How to complete this task -> Look for the word "solid" in the records, and copy each line where it appears.

(Stored items)
━━━━━━

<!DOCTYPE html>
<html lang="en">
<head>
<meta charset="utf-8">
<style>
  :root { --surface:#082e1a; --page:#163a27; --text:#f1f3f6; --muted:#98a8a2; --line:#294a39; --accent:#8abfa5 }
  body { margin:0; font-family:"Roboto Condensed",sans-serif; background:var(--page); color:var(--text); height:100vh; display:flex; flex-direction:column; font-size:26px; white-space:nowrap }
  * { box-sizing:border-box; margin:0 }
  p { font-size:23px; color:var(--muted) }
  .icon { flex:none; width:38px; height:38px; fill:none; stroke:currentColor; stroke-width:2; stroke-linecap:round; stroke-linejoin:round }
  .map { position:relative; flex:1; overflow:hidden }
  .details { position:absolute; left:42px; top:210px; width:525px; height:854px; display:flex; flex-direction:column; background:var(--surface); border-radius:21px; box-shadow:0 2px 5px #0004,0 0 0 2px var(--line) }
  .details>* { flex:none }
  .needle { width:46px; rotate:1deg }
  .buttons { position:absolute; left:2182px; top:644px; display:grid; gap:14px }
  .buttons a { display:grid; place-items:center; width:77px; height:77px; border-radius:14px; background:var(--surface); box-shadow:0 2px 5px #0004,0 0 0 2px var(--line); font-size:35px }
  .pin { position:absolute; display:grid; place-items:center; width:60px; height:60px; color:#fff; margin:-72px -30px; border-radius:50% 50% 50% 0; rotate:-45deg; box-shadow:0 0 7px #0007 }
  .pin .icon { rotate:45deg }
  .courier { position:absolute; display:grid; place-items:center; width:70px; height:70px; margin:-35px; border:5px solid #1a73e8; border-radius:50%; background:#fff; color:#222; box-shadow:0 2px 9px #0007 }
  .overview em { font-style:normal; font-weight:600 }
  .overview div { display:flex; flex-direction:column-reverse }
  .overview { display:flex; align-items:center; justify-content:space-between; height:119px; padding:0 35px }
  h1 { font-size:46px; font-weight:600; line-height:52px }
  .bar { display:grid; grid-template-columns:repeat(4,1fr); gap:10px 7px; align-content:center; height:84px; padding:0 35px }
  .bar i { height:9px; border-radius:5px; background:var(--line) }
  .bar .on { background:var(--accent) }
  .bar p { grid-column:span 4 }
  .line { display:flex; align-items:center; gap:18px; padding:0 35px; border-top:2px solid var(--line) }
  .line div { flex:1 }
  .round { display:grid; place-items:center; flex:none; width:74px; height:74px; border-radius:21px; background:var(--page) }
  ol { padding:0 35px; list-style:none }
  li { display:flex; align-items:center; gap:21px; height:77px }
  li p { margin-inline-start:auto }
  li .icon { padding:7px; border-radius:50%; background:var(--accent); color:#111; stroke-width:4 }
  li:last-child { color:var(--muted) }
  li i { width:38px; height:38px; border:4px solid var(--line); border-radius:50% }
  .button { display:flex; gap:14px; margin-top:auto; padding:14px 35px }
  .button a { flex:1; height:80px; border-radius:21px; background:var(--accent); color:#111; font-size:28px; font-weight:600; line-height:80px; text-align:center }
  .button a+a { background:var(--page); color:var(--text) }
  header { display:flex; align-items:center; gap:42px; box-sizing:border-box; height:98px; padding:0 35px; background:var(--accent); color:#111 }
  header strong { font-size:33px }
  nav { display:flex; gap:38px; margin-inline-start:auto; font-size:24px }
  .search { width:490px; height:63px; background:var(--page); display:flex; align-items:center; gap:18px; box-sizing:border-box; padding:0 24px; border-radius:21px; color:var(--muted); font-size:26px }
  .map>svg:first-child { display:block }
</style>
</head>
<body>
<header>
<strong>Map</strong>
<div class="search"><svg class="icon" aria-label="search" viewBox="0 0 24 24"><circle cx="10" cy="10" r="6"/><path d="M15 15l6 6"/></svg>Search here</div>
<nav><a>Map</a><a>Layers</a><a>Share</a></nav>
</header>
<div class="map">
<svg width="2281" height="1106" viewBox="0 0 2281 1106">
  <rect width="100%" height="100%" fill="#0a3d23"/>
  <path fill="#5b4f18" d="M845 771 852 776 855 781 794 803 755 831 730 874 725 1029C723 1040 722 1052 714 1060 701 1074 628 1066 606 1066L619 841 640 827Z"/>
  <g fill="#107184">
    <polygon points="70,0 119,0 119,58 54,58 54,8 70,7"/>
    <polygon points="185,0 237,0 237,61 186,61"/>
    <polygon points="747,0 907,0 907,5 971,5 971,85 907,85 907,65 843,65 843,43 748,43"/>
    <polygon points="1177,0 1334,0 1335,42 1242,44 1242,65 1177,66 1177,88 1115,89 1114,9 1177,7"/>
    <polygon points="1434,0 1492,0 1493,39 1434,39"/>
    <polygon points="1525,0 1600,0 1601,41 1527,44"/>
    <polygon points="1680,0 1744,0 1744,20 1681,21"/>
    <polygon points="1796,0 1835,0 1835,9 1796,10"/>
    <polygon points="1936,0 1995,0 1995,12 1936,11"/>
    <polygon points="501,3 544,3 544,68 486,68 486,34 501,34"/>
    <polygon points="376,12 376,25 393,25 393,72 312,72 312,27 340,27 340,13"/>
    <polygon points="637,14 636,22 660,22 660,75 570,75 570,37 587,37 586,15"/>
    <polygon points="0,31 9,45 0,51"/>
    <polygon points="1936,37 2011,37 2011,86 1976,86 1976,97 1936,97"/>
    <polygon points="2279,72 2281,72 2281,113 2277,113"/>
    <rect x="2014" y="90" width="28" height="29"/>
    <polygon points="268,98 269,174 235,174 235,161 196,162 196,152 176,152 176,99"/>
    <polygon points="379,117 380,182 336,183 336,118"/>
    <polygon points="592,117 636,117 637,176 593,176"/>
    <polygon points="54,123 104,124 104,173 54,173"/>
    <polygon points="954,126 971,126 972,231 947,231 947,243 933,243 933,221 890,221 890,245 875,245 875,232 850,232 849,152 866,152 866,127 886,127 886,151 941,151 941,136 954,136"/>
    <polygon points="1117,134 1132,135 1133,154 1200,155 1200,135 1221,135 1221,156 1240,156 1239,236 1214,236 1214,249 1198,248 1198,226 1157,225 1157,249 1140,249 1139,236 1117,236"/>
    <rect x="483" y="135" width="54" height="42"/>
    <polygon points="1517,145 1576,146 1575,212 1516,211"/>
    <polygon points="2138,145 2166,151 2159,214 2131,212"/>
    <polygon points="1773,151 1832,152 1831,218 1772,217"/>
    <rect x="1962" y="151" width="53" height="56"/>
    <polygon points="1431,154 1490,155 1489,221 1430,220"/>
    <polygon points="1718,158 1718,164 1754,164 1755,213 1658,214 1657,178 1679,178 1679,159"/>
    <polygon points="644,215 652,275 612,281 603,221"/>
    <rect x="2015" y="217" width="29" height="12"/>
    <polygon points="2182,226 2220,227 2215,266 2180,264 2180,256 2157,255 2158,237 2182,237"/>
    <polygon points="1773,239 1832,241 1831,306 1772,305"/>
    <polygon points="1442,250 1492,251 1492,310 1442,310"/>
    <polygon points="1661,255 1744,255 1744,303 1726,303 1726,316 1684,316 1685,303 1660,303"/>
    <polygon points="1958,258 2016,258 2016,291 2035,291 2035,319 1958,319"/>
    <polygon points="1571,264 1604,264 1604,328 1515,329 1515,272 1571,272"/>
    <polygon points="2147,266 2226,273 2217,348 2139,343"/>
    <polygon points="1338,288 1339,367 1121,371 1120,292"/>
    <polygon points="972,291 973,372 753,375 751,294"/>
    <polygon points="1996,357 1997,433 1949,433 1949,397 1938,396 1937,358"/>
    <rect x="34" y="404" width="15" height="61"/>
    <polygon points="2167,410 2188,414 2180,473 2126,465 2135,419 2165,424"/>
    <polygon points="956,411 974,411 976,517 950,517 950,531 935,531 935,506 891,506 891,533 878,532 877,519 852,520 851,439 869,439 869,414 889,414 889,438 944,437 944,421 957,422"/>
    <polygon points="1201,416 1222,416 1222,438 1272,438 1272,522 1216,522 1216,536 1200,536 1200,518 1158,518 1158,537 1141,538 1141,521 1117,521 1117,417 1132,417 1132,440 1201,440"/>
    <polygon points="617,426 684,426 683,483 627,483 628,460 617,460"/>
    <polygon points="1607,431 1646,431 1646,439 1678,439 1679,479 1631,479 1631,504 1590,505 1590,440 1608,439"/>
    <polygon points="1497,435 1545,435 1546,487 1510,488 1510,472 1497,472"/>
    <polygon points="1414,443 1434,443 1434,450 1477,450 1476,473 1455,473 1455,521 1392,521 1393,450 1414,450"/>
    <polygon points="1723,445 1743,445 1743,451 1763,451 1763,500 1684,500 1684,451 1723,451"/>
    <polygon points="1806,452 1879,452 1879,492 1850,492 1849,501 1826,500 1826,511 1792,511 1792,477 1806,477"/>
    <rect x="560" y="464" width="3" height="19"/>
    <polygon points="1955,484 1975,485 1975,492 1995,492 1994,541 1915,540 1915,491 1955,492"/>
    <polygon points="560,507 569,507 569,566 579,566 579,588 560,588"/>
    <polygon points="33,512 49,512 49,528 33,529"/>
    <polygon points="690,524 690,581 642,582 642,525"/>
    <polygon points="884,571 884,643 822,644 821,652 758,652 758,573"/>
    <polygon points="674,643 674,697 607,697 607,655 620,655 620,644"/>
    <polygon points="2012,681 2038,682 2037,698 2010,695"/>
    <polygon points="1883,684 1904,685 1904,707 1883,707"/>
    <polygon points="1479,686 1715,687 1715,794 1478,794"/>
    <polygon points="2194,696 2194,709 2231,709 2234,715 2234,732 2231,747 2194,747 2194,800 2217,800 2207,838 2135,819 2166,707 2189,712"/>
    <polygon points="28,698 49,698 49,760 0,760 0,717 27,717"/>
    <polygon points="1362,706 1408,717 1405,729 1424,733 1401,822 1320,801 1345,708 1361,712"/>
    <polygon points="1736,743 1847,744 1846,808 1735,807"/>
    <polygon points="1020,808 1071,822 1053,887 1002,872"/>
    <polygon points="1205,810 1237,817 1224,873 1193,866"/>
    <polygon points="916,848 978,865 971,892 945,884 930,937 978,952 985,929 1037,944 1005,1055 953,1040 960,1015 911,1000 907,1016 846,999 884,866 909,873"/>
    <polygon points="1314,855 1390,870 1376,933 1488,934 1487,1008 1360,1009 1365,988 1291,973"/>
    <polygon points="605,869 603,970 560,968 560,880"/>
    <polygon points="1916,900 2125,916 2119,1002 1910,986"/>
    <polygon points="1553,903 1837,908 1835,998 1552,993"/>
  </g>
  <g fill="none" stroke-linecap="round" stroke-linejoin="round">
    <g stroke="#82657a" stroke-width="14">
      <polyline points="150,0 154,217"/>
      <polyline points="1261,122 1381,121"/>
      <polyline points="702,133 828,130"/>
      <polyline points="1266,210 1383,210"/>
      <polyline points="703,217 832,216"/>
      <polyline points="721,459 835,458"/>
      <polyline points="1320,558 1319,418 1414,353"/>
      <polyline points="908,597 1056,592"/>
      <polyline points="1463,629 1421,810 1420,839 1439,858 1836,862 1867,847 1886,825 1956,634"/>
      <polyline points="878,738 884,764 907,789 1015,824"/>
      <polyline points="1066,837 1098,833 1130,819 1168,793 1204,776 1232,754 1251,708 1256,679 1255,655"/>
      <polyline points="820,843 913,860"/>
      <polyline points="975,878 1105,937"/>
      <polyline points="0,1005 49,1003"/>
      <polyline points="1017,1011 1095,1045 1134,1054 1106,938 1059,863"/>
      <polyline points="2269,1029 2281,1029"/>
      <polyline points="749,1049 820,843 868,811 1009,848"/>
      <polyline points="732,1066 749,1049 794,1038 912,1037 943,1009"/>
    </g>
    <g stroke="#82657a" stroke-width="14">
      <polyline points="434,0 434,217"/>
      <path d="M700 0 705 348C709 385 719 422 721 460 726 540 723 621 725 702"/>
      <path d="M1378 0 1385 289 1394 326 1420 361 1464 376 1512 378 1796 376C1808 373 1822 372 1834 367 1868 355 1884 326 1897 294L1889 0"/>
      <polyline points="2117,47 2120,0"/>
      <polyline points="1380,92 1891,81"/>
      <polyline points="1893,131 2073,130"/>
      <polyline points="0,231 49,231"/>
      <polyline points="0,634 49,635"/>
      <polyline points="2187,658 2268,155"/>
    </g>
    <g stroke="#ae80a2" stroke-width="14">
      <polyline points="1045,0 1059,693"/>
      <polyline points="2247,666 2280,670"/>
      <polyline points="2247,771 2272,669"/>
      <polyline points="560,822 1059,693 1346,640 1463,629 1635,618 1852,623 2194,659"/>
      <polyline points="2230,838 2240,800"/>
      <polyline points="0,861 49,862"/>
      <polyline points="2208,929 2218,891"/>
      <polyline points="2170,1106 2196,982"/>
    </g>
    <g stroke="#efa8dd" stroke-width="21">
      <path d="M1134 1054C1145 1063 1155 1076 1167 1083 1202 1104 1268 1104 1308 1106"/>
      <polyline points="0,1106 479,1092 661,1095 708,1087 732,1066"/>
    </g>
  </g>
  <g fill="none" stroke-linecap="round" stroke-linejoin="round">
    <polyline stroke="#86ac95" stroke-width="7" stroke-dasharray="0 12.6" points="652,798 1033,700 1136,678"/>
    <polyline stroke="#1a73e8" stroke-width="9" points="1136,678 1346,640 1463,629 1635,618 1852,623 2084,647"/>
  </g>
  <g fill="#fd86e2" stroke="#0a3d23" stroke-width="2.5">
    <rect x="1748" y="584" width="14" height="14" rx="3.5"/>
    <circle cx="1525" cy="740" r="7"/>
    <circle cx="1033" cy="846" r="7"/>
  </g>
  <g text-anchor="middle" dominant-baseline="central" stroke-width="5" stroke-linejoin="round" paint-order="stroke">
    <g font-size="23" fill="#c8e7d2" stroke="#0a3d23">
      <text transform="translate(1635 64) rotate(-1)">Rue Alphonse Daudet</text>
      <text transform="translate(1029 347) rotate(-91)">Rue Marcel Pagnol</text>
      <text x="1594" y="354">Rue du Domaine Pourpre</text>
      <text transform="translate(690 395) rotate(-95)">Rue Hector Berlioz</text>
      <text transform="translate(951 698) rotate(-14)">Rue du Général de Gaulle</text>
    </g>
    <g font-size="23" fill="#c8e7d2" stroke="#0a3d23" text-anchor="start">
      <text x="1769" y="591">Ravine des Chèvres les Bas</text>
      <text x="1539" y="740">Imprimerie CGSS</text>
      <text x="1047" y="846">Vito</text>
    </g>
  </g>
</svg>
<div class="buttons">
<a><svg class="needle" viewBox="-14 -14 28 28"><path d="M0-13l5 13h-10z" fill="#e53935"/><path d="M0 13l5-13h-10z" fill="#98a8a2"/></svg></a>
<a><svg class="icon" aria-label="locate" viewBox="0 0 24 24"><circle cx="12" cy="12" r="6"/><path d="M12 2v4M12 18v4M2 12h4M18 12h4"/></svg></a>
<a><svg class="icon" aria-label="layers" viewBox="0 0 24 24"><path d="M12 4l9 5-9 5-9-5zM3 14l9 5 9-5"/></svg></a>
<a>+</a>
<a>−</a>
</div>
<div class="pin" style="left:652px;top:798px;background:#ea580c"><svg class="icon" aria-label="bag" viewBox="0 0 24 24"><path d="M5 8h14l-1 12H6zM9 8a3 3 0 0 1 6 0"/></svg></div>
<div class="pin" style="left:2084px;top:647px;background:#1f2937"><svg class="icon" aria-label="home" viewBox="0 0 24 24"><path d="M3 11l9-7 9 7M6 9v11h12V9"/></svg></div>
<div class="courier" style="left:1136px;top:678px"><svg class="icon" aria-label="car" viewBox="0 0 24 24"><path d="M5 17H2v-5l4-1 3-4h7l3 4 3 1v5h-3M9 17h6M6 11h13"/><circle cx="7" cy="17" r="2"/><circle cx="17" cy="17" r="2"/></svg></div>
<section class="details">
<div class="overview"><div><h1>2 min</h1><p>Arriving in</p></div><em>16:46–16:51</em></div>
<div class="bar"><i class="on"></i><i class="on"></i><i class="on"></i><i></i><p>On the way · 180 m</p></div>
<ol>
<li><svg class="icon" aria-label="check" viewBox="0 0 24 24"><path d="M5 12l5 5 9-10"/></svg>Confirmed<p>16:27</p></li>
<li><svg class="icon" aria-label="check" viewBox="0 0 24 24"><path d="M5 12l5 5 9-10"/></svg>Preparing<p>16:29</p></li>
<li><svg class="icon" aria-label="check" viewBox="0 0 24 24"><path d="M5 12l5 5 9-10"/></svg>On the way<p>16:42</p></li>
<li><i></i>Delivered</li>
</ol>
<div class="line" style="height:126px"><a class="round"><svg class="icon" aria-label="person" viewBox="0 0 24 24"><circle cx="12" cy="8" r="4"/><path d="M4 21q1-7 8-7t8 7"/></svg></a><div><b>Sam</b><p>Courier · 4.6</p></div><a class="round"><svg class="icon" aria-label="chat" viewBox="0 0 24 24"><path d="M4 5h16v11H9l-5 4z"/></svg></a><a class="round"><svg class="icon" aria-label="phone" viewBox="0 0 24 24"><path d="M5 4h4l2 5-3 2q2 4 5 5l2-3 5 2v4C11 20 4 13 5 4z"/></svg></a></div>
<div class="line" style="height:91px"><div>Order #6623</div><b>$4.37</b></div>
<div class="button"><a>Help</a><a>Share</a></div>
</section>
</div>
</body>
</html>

━━━━━━

Task solution ->
  .courier { position:absolute; display:grid; place-items:center; width:70px; height:70px; margin:-35px; border:5px solid #1a73e8; border-radius:50%; background:#fff; color:#222; box-shadow:0 2px 9px #0007 }
  .line { display:flex; align-items:center; gap:18px; padding:0 35px; border-top:2px solid var(--line) }
  li i { width:38px; height:38px; border:4px solid var(--line); border-radius:50% }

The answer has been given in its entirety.